Opera by Eugen d'Albert

Die Abreise (The Departure) is a comic opera in one act by composer Eugen d'Albert. The libretto was written by Ferdinand Sporck, a friend of the composer, after a play by August Ernst Steigentesch.

==Composition history==
Eugen d'Albert composed the opera in 1896. The score was published by Max Brockhaus Musikverlag in 1898, and is now available from Boosey & Hawkes.

==Performance history==
The opera was first performed 20 October 1898 at the Alte Oper in Frankfurt, under the baton of Ludwig Rottenberg.

==Roles==

Roles, voice types, premiere cast
| Role | Voice type | Premiere cast, 20 October 1898 Conductor: Ludwig Rottenberg |
|---|---|---|
| Gilfen, a baron | baritone | Rudolf Brinkman |
| Luise, his wife | soprano | Hedwig Schacko |
| Trott, a baron, their friend | tenor | Max Pichler [de] |

==Synopsis==
Time and place: The garden hall of a summer residence in central Germany, at the end of the 18th century.

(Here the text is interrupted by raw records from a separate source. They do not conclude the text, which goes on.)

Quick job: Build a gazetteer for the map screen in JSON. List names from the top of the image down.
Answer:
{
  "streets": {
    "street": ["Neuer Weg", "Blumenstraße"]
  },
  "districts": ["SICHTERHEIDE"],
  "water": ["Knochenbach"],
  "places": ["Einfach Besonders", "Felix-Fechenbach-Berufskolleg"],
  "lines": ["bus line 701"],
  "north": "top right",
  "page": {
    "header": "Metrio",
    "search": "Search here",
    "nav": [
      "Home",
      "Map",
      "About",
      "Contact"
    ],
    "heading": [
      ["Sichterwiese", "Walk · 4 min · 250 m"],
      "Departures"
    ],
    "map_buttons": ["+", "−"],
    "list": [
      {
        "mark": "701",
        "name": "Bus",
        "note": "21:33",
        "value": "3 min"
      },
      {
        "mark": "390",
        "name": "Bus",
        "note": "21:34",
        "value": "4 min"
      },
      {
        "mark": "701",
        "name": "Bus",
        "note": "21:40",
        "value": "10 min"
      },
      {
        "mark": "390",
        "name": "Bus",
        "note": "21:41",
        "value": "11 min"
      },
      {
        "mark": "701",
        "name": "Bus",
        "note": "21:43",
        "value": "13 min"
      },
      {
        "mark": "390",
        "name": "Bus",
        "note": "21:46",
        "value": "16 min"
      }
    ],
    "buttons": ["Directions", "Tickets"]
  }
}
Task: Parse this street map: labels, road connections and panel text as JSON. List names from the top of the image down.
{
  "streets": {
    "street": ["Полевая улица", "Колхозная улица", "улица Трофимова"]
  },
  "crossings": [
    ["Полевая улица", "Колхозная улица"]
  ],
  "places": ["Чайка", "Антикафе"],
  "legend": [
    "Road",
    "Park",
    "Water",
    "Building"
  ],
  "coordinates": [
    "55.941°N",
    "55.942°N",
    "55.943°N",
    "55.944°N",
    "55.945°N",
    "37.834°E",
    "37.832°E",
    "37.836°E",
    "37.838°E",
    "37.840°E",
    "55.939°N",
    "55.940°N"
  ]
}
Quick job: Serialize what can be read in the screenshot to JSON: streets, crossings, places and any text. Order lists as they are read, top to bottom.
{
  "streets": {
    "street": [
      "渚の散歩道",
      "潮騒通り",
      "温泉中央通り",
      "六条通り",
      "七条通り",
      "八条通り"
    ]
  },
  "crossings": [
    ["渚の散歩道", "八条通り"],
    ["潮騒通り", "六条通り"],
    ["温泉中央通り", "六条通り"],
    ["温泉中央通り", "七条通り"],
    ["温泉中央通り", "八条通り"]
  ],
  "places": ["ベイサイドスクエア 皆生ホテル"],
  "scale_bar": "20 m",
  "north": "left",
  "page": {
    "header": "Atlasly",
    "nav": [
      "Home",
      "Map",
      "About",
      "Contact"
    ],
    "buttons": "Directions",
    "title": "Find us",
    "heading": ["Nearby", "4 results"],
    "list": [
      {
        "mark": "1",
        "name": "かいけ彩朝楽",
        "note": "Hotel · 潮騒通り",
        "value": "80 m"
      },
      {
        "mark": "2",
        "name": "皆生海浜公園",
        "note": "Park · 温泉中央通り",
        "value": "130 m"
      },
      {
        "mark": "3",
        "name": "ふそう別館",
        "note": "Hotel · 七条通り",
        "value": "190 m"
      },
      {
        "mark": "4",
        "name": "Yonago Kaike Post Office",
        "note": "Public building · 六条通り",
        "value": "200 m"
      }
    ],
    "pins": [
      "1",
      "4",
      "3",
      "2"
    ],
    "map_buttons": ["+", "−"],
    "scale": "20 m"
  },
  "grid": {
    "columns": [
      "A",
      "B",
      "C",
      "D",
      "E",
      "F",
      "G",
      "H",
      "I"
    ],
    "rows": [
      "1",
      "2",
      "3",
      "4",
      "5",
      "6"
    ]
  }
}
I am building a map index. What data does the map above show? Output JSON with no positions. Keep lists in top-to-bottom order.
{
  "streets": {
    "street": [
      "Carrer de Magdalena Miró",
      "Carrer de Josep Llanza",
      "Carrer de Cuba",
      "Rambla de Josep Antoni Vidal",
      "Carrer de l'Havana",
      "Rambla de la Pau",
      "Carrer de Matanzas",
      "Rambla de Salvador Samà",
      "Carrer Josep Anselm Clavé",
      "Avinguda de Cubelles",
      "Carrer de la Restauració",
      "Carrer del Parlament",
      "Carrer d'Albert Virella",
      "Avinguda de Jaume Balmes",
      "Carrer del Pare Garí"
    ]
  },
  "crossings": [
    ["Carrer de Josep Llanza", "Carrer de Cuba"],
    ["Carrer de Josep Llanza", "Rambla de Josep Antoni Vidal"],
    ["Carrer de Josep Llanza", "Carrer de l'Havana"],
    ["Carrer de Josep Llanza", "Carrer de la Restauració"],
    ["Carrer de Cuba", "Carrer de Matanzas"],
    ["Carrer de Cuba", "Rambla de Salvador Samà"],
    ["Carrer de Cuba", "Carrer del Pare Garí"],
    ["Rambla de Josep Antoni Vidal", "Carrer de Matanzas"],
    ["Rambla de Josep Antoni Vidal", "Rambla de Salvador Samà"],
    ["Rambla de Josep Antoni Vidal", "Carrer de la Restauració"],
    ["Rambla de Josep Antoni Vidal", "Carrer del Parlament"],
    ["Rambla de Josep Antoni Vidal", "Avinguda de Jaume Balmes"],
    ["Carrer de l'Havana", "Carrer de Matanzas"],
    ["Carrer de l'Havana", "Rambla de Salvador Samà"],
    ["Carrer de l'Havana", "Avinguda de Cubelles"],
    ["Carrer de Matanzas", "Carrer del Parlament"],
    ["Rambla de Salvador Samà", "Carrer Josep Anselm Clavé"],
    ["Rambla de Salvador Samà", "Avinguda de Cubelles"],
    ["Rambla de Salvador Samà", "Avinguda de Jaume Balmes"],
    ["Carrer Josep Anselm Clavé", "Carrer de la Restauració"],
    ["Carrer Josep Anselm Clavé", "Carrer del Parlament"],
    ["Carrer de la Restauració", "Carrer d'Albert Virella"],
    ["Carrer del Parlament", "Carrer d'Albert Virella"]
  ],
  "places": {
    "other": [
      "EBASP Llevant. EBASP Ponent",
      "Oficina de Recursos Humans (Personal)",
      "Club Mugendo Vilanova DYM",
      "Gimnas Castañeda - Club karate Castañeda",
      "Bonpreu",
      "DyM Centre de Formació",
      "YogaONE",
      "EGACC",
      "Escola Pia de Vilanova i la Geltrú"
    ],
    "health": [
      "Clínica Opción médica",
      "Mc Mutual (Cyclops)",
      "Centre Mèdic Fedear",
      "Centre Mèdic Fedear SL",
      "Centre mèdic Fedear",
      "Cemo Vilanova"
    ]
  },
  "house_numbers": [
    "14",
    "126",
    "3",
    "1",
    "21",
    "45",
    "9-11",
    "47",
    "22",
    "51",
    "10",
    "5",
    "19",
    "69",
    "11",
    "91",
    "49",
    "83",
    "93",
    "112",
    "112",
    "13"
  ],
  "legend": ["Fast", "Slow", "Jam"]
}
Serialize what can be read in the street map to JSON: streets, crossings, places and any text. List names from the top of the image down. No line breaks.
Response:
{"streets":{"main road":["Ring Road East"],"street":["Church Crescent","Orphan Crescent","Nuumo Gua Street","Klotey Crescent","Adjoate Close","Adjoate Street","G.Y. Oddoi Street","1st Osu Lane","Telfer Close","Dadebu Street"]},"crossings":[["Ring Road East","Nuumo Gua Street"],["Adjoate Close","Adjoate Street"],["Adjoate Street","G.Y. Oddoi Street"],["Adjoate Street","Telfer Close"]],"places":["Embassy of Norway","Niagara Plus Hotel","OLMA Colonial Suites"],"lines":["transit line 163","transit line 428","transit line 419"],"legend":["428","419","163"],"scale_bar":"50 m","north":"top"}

Gilfen and Luise have been married for many years, and the passion in their relationship has dimmed considerably. Gilfen has been planning to undertake a long journey, but he has postponed his departure every time because he was afraid his wife would take advantage of the situation. And so, he never departed.

Trott, a friend of the couple, is in love with Luise, so it is easily understood why he advises his friend to finally undertake the long planned journey. Gilfen (who has guessed Trott's motives) plays along and takes leave from his wife, faking his departure. Trott immediately seizes the opportunity, but Luise rejects him.

Gilfen then returns to find (much to his surprise and delight) that his wife has been faithful to him. Now it is Trott's turn to leave. Gilfen and Luise finally have time for each other again and they decide to renew their love.

==Recordings==
In 1998 CPO released a recording made in 1978 at the Ruhrfestspielhaus. János Kulka conducted the Philharmonia Hungarica; the singers were Hermann Prey (Gilfen), Edda Moser (Luise) and Peter Schreier (Trott).